Team and Organization
Motivation: The distributed information-technology platform of the
future offers amazing opportunities in terms of data gathering,
processing and dissemination. Ubiquitous, high-speed networks offer the
promise of access to unlimited computation, communication and storage,
and potentially could help to address burning problems such as energy
shortage, health care and national security. A totally unexpected result
of this evolution is a return to large compute/storage/communicate
centers, which were once thought to be an endangered species after the
advent of the personal computer. Unfortunately, the "infrastructural
core" of our distributed IT platform also turns out to be
energy-intensive. Data centers are the fastest growing segment of
the IT platform in terms of carbon footprint, and the appetite for their
services is increasing exponentially with no slow-down in sight.
Huge improvements in energy efficiency are essential if we want to maintain
this growth while staying economically and environmentally healthy.

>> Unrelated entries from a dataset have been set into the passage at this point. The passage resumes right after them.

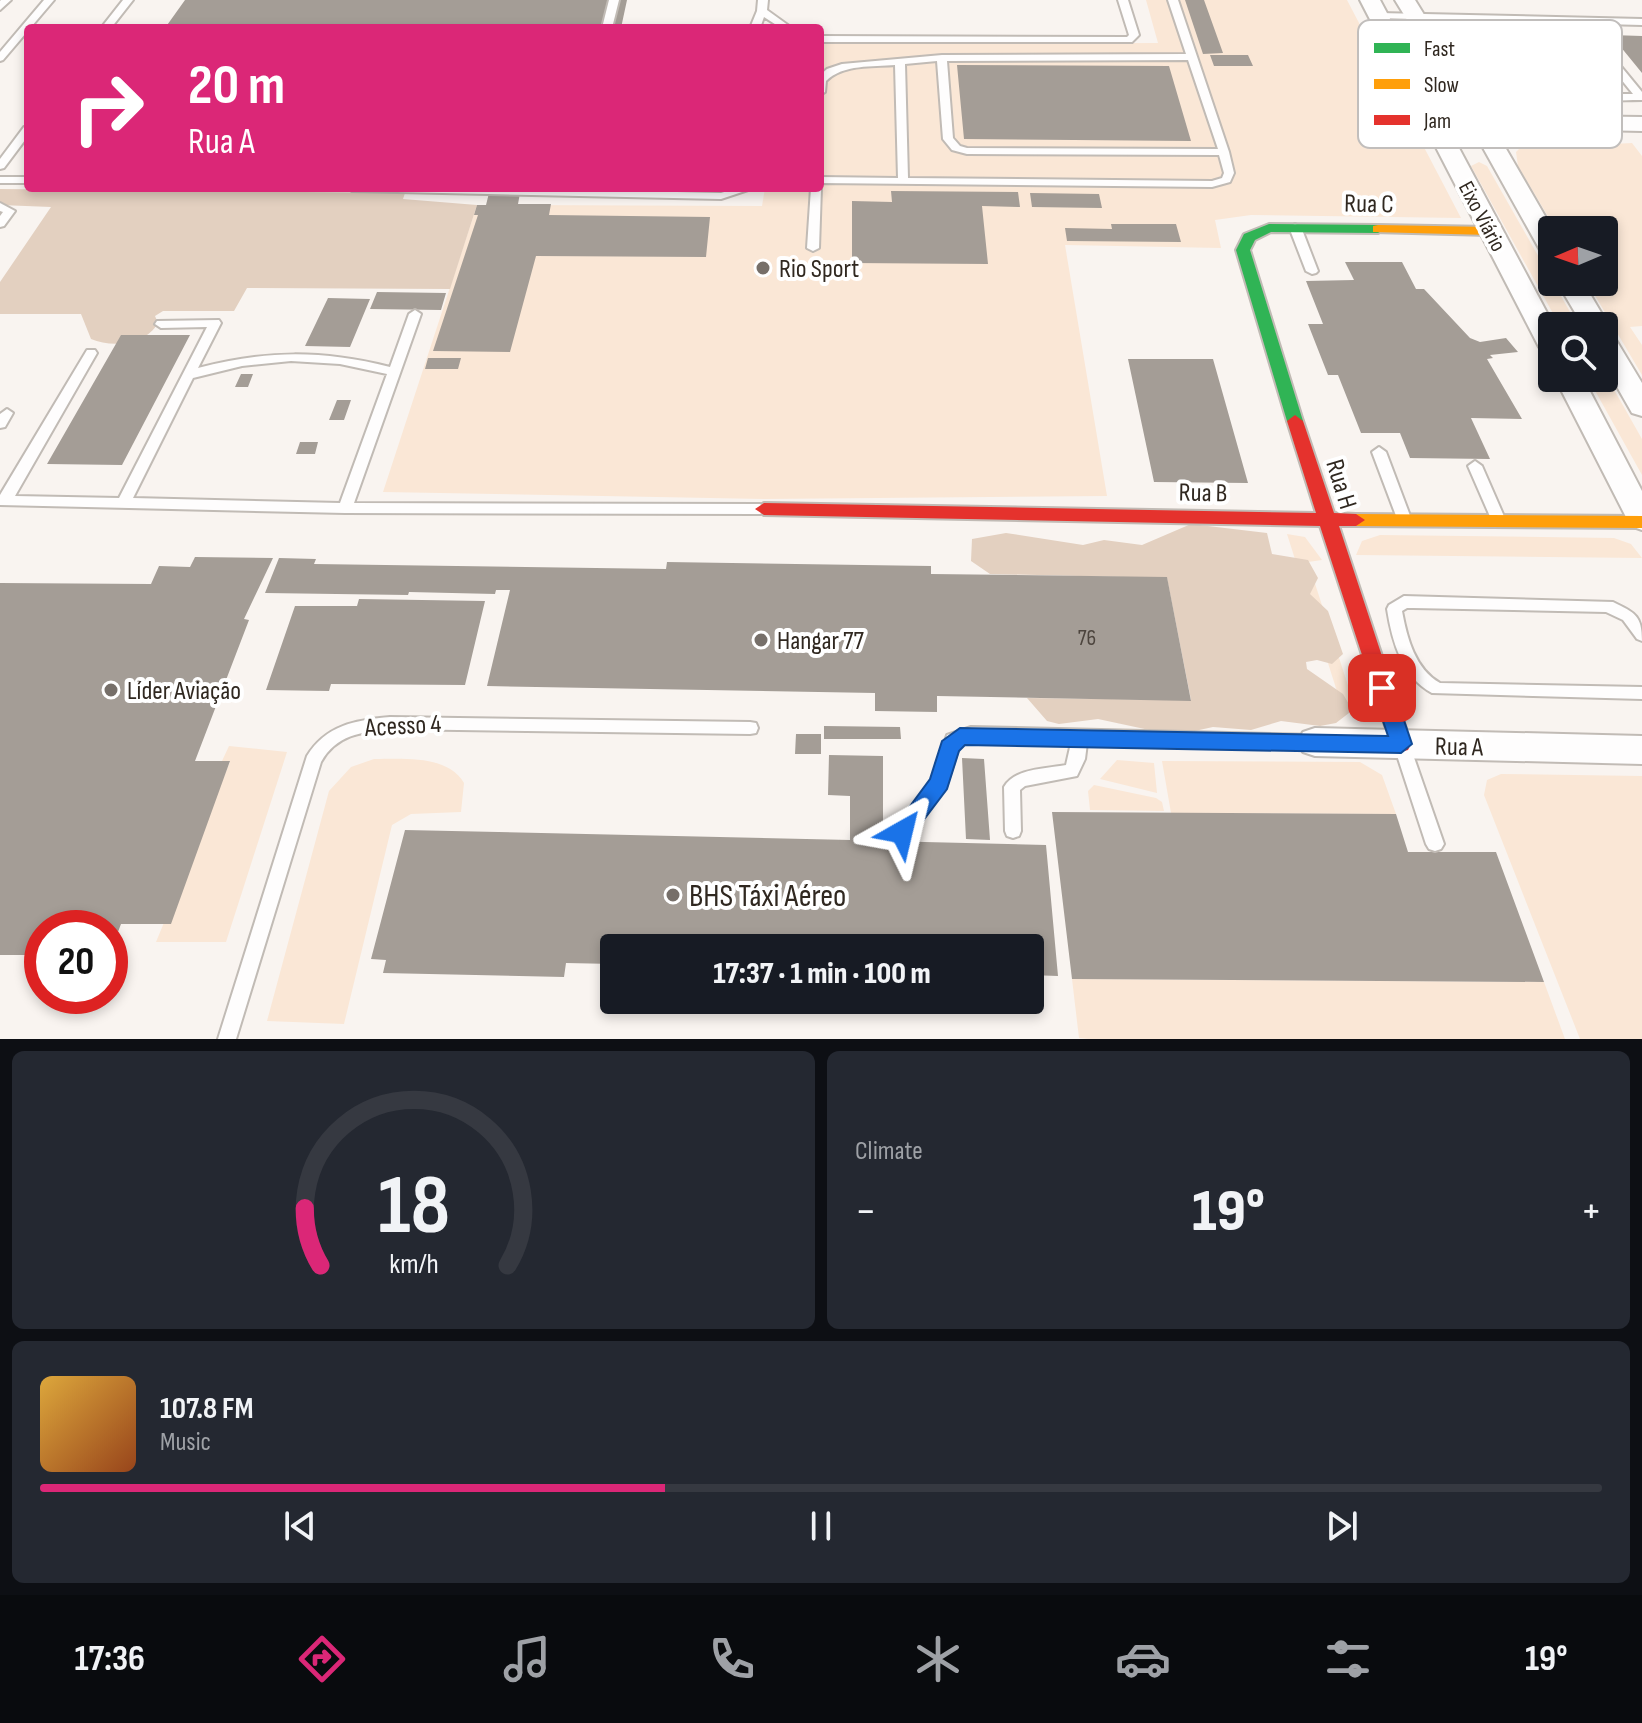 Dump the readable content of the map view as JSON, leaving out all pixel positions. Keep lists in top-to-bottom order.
{
  "streets": {
    "street": [
      "Rua C",
      "Eixo Viário",
      "Rua H",
      "Rua B",
      "Rua A"
    ],
    "lane": ["Acesso 4"]
  },
  "crossings": [
    ["Rua C", "Eixo Viário"],
    ["Rua C", "Rua H"],
    ["Rua H", "Rua B"],
    ["Rua H", "Rua A"]
  ],
  "places": [
    "Rio Sport",
    "Hangar 77",
    "Líder Aviação",
    "BHS Táxi Aéreo"
  ],
  "house_numbers": ["76"],
  "legend": ["Fast", "Slow", "Jam"],
  "north": "left",
  "page": {
    "turn": ["20 m", "Rua A"],
    "limit": "20",
    "trip": "17:37 · 1 min · 100 m",
    "tile": "Climate",
    "heat": ["−", "19°", "+"],
    "song": ["107.8 FM", "Music"],
    "tabs": ["17:36", "19°"],
    "gauge": ["18", "km/h"]
  }
} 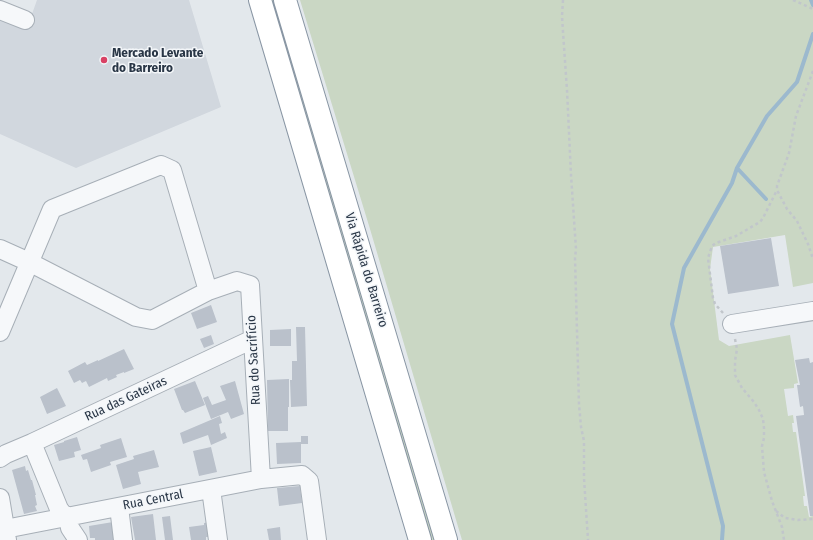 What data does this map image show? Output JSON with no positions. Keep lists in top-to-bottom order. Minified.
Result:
{"streets":{"highway":["Via Rápida do Barreiro"],"street":["Rua do Sacrifício","Rua das Gateiras","Rua Central"]},"crossings":[["Rua do Sacrifício","Rua das Gateiras"],["Rua do Sacrifício","Rua Central"]],"places":["Mercado Levante do Barreiro"]}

Similar concerns apply to the defense community. From the very beginning
of computing, large-scale systems have been critical to the nation's
security. They are used for a variety of applications including
stewardship of nuclear weapons, intelligence gathering and analysis, the
design of weapons and armor, and to support fundamental defense research
in fields such as material science. The demand for computing cycles to
support these missions has been insatiable, and led to a long history of
Defense R&D.
In a future where data will not only come from classical computing
systems as it does today, but also from millions of sensors and mobile
devices that already permeate significant parts of our life, the
requirement for energy-efficient large-scale data computation will
explode, both for defense and commercial use. Moore's Law driven growth
in computing power offers to address this demand. However, the end of
Dennard scaling and hence the scaling of energy/operation makes improving
the energy-efficiency of computation a critical problem. Novel solutions
exploiting heterogeneous processors in combination with innovative memory
and interconnect architectures, are necessary to make an inroad. MuSyC
proposes to investigate these in collaboration with the GSRC Platform
Center. Our contention is however that substantial additional benefits
can be obtained by eliminating the built-in inefficiency that
exists in large-scale systems. For example, even under very light load
conditions, the power load of a typical data center still runs at least
50% of maximum (data centers typically run at approximately 20-40% load.
Vision: The need for an effective and adaptive power management
strategy that dynamically balances supply and demand in light of
performance, cost and reliability constraints is a common theme emerging
in virtually all large-scale distributed systems envisioned for the
coming decades. The MuSyC perspective is that the only viable solution is
a holistic distributed "measure-predict-and-control" energy management
solution that includes all components of the system at all hierarchy
levels. Our research vision is to develop a multi-scale cross-layer
distributed and hierarchical management scheme that ensures that energy
is only consumed if, when and where needed. This must be accomplished
while serving dynamically changing workloads with stringent latency and
reliability constraints, and requires exploiting all the knobs available
at all levels of the design hierarchy.
While the problems and solutions addressed in this theme are applicable
to most large-scale system (such as green buildings or complex airborne,
seaborne or automotive platforms), we have selected the data center of
the future as a compelling driver for our efforts. Truly compelling goals
to pursue are the concept of "energy-proportional" computing (as first
envisioned by L. Barroso), and to "do nothing well", minimizing
energy consumption when nothing (or little) is being done.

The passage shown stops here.